Unswerving by Barbara Ridley. Madison, Wisconsin: The University of Wisconsin Press, 2024. 227 pages. $19.95. Paperback.

Barbara Ridley’s novel Unswerving is a journey through perseverance and the importance of community. Tave, a delightfully judgmental character, is introduced as a bitter young woman who recently broke her neck in a car accident, losing her ability to walk, function in her arms and hands, and, perhaps more importantly, contact with her girlfriend Les, who was also in the crash. Tave begins the novel as a grumpy protagonist struggling to come to terms with her circumstances. As she slowly regains control of her hands and arms, but not her legs, Tave needs to push herself to recover both physically and mentally. Enter Beth, her 30-something year-old primary physical therapist, who serves as a counterpoint to Tave. Having a more optimistic outlook, Beth is the kind of person to enjoy the reward and teamwork of working in rehabilitation. As a fellow lesbian, Beth identifies with Tave’s mental turmoil and isolation and goes beyond the call of duty for her.

From there, Ridley tells a brilliant story of what it means to live with a disability. The novel is open about the hardships being paralyzed can bring, yet never dramatizes what it means to be disabled. Instead, the story crafts a cast of disabled characters who are independent, joyful, and find fulfilling hobbies within the disabled community, such as handcycling. With these side characters who invite Tave, and the readers, into their world, Ridley shows the importance of a dependable community to survive. This community is pivotal to Tave’s mental recovery and well-being, helping her find new sports, having previously been a softball player, and independence. This means day-to-day independence in the form of mobility and independence from her homophobic, extremist-Christian family.
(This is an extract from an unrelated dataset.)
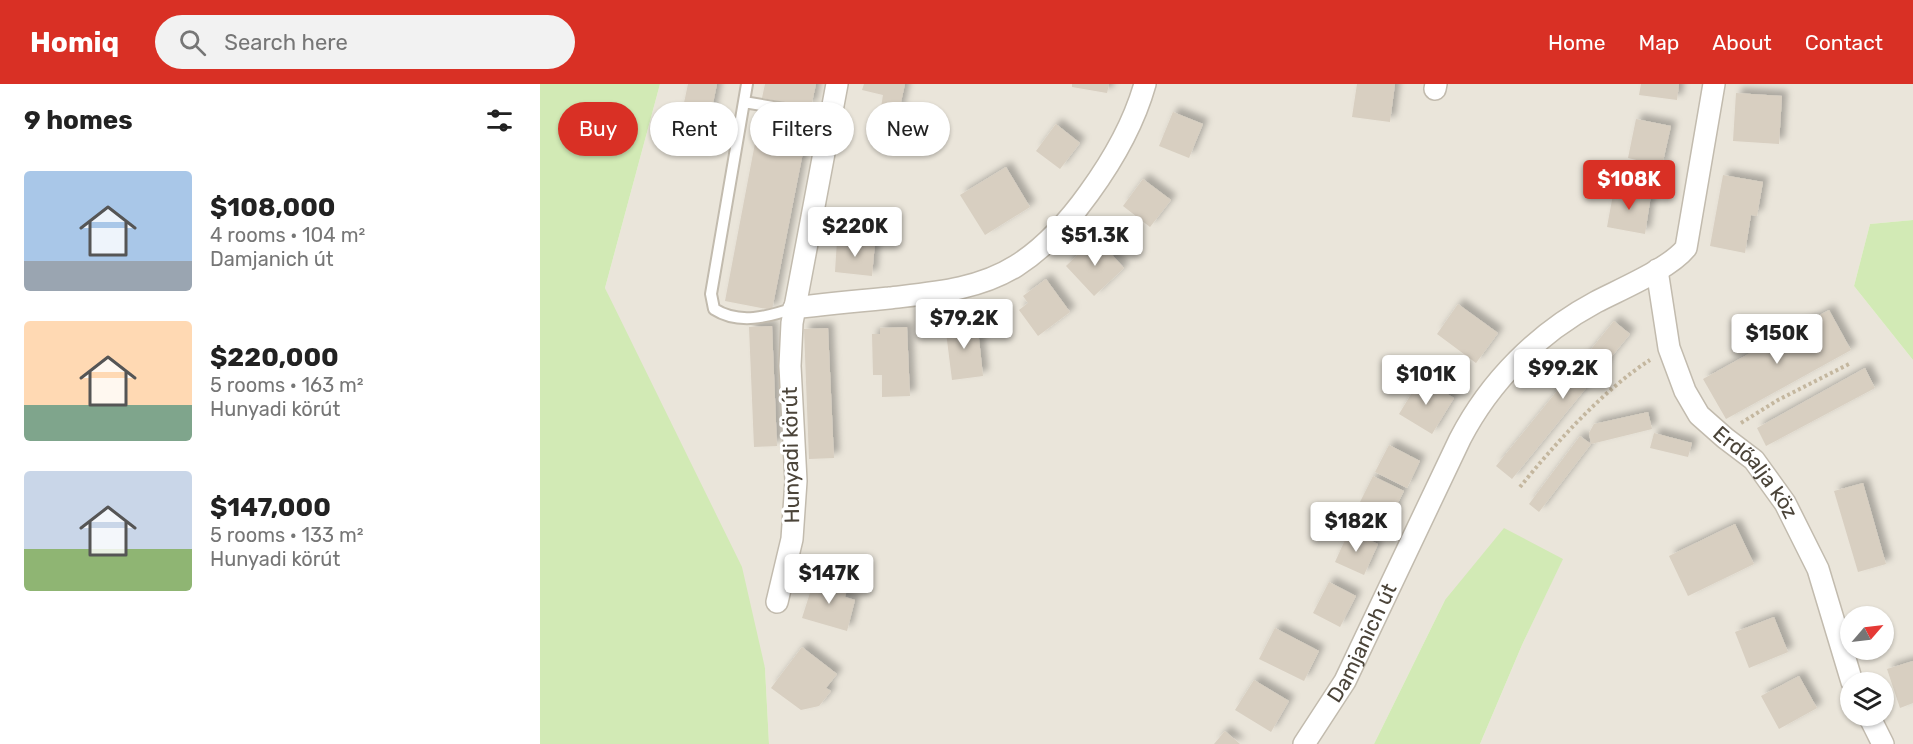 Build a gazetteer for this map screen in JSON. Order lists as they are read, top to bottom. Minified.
{"streets":{"street":["Hunyadi körút","Erdőalja köz","Damjanich út"]},"crossings":[["Erdőalja köz","Damjanich út"]],"north":"top right","page":{"header":"Homiq","search":"Search here","nav":["Home","Map","About","Contact"],"heading":"9 homes","chip":["Buy","Rent","Filters","New"],"list":[{"name":"$108,000","note":"4 rooms · 104 m² · Damjanich út"},{"name":"$220,000","note":"5 rooms · 163 m² · Hunyadi körút"},{"name":"$147,000","note":"5 rooms · 133 m² · Hunyadi körút"}],"price":["$108K","$220K","$51.3K","$79.2K","$150K","$99.2K","$101K","$182K","$147K"]}}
By spending time with colorful characters Maddy, who Beth introduced to Tave, and Billie, a former patient in Tave’s unit, Tave is made to question her own preconceived notions about being disabled. As she becomes more comfortable around Maddy and Billie, Tave also becomes more comfortable with herself. 

This storyline is mirrored by the significance of both Tave and Beth being gay. Beth acutely sympathizes with Tave’s lack of support system and refusal to rely on her unaccepting mother. Because of this, Beth feels a greater personal responsibility to helping Tave discover how she would live meaningfully with her paralysis, which leads her to introduce Tave to other people who are disabled, help her go on outings away from the hospital, and help her find more information about Les and the crash. The bond between the two is in part fostered by this sense of queer solidarity. Through this connection and Tave’s slow but welcomed entrance into the disabled community, Ridley underscores the importance of having a community to rely on. To Ridley, independence and community are inseparable, both in queer and disabled communities, despite how a starkly individualist culture would define the terms.